▶ **Problem description**: Return every entry below without altering a word.
*** Source data Section Begins ***
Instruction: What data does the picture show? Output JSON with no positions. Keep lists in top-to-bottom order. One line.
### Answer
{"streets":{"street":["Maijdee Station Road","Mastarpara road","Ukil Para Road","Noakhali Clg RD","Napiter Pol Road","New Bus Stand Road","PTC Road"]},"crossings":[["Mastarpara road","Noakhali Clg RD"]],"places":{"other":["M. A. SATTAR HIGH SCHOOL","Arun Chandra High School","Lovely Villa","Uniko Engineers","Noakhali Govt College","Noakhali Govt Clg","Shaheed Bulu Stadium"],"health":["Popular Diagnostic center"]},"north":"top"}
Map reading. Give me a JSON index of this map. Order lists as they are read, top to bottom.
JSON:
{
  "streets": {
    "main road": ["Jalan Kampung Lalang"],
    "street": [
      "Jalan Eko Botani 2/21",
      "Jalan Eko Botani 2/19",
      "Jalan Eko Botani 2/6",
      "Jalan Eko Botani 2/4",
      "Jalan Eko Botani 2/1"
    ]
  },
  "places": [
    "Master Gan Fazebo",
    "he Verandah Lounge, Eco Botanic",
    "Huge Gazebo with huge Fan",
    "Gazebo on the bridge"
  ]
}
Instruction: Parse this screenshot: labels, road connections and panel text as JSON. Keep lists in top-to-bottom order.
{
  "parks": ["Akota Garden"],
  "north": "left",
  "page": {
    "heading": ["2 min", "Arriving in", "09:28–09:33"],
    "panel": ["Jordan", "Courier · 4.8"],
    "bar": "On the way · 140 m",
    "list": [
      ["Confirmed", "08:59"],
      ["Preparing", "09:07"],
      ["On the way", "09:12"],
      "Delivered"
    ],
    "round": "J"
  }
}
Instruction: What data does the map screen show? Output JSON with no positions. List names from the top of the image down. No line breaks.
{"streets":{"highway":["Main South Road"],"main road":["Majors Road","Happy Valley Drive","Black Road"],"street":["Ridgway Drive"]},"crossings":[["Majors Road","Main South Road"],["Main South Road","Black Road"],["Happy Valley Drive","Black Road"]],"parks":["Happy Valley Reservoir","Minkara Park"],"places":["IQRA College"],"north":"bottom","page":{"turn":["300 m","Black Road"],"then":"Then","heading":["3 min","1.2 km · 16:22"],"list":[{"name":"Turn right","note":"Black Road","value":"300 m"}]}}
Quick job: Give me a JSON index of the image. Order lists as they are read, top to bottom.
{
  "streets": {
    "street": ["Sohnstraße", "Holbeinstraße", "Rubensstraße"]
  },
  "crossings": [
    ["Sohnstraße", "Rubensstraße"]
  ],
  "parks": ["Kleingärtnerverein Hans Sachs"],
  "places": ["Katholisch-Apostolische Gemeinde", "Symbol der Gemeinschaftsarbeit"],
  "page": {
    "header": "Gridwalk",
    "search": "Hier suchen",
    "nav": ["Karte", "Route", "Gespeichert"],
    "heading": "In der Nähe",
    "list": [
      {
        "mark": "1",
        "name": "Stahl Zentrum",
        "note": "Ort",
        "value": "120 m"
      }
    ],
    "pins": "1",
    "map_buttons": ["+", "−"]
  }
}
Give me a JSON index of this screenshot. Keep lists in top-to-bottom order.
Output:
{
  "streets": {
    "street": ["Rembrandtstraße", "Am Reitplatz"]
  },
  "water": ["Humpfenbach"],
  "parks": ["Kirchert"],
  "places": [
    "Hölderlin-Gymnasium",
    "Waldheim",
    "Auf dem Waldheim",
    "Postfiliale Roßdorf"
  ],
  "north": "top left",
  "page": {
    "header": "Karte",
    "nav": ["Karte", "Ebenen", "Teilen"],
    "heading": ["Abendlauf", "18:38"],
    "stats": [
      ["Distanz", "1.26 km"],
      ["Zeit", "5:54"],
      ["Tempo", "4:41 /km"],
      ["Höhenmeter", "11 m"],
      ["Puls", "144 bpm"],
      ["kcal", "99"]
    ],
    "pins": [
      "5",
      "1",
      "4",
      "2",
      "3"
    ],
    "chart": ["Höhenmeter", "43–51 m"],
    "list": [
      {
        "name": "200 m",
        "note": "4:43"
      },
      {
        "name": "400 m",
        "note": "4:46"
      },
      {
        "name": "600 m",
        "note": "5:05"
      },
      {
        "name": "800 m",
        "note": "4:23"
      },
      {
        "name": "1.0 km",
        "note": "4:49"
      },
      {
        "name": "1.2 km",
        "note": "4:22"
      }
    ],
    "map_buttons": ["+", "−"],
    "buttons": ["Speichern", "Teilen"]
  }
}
*** Source data Section Ends ***
▶ **Solution for this exercise**:
Instruction: What data does the picture show? Output JSON with no positions. Keep lists in top-to-bottom order. One line.
### Answer
{"streets":{"street":["Maijdee Station Road","Mastarpara road","Ukil Para Road","Noakhali Clg RD","Napiter Pol Road","New Bus Stand Road","PTC Road"]},"crossings":[["Mastarpara road","Noakhali Clg RD"]],"places":{"other":["M. A. SATTAR HIGH SCHOOL","Arun Chandra High School","Lovely Villa","Uniko Engineers","Noakhali Govt College","Noakhali Govt Clg","Shaheed Bulu Stadium"],"health":["Popular Diagnostic center"]},"north":"top"}
Map reading. Give me a JSON index of this map. Order lists as they are read, top to bottom.
JSON:
{
  "streets": {
    "main road": ["Jalan Kampung Lalang"],
    "street": [
      "Jalan Eko Botani 2/21",
      "Jalan Eko Botani 2/19",
      "Jalan Eko Botani 2/6",
      "Jalan Eko Botani 2/4",
      "Jalan Eko Botani 2/1"
    ]
  },
  "places": [
    "Master Gan Fazebo",
    "he Verandah Lounge, Eco Botanic",
    "Huge Gazebo with huge Fan",
    "Gazebo on the bridge"
  ]
}
Instruction: Parse this screenshot: labels, road connections and panel text as JSON. Keep lists in top-to-bottom order.
{
  "parks": ["Akota Garden"],
  "north": "left",
  "page": {
    "heading": ["2 min", "Arriving in", "09:28–09:33"],
    "panel": ["Jordan", "Courier · 4.8"],
    "bar": "On the way · 140 m",
    "list": [
      ["Confirmed", "08:59"],
      ["Preparing", "09:07"],
      ["On the way", "09:12"],
      "Delivered"
    ],
    "round": "J"
  }
}
Instruction: What data does the map screen show? Output JSON with no positions. List names from the top of the image down. No line breaks.
{"streets":{"highway":["Main South Road"],"main road":["Majors Road","Happy Valley Drive","Black Road"],"street":["Ridgway Drive"]},"crossings":[["Majors Road","Main South Road"],["Main South Road","Black Road"],["Happy Valley Drive","Black Road"]],"parks":["Happy Valley Reservoir","Minkara Park"],"places":["IQRA College"],"north":"bottom","page":{"turn":["300 m","Black Road"],"then":"Then","heading":["3 min","1.2 km · 16:22"],"list":[{"name":"Turn right","note":"Black Road","value":"300 m"}]}}
Quick job: Give me a JSON index of the image. Order lists as they are read, top to bottom.
{
  "streets": {
    "street": ["Sohnstraße", "Holbeinstraße", "Rubensstraße"]
  },
  "crossings": [
    ["Sohnstraße", "Rubensstraße"]
  ],
  "parks": ["Kleingärtnerverein Hans Sachs"],
  "places": ["Katholisch-Apostolische Gemeinde", "Symbol der Gemeinschaftsarbeit"],
  "page": {
    "header": "Gridwalk",
    "search": "Hier suchen",
    "nav": ["Karte", "Route", "Gespeichert"],
    "heading": "In der Nähe",
    "list": [
      {
        "mark": "1",
        "name": "Stahl Zentrum",
        "note": "Ort",
        "value": "120 m"
      }
    ],
    "pins": "1",
    "map_buttons": ["+", "−"]
  }
}
Give me a JSON index of this screenshot. Keep lists in top-to-bottom order.
Output:
{
  "streets": {
    "street": ["Rembrandtstraße", "Am Reitplatz"]
  },
  "water": ["Humpfenbach"],
  "parks": ["Kirchert"],
  "places": [
    "Hölderlin-Gymnasium",
    "Waldheim",
    "Auf dem Waldheim",
    "Postfiliale Roßdorf"
  ],
  "north": "top left",
  "page": {
    "header": "Karte",
    "nav": ["Karte", "Ebenen", "Teilen"],
    "heading": ["Abendlauf", "18:38"],
    "stats": [
      ["Distanz", "1.26 km"],
      ["Zeit", "5:54"],
      ["Tempo", "4:41 /km"],
      ["Höhenmeter", "11 m"],
      ["Puls", "144 bpm"],
      ["kcal", "99"]
    ],
    "pins": [
      "5",
      "1",
      "4",
      "2",
      "3"
    ],
    "chart": ["Höhenmeter", "43–51 m"],
    "list": [
      {
        "name": "200 m",
        "note": "4:43"
      },
      {
        "name": "400 m",
        "note": "4:46"
      },
      {
        "name": "600 m",
        "note": "5:05"
      },
      {
        "name": "800 m",
        "note": "4:23"
      },
      {
        "name": "1.0 km",
        "note": "4:49"
      },
      {
        "name": "1.2 km",
        "note": "4:22"
      }
    ],
    "map_buttons": ["+", "−"],
    "buttons": ["Speichern", "Teilen"]
  }
}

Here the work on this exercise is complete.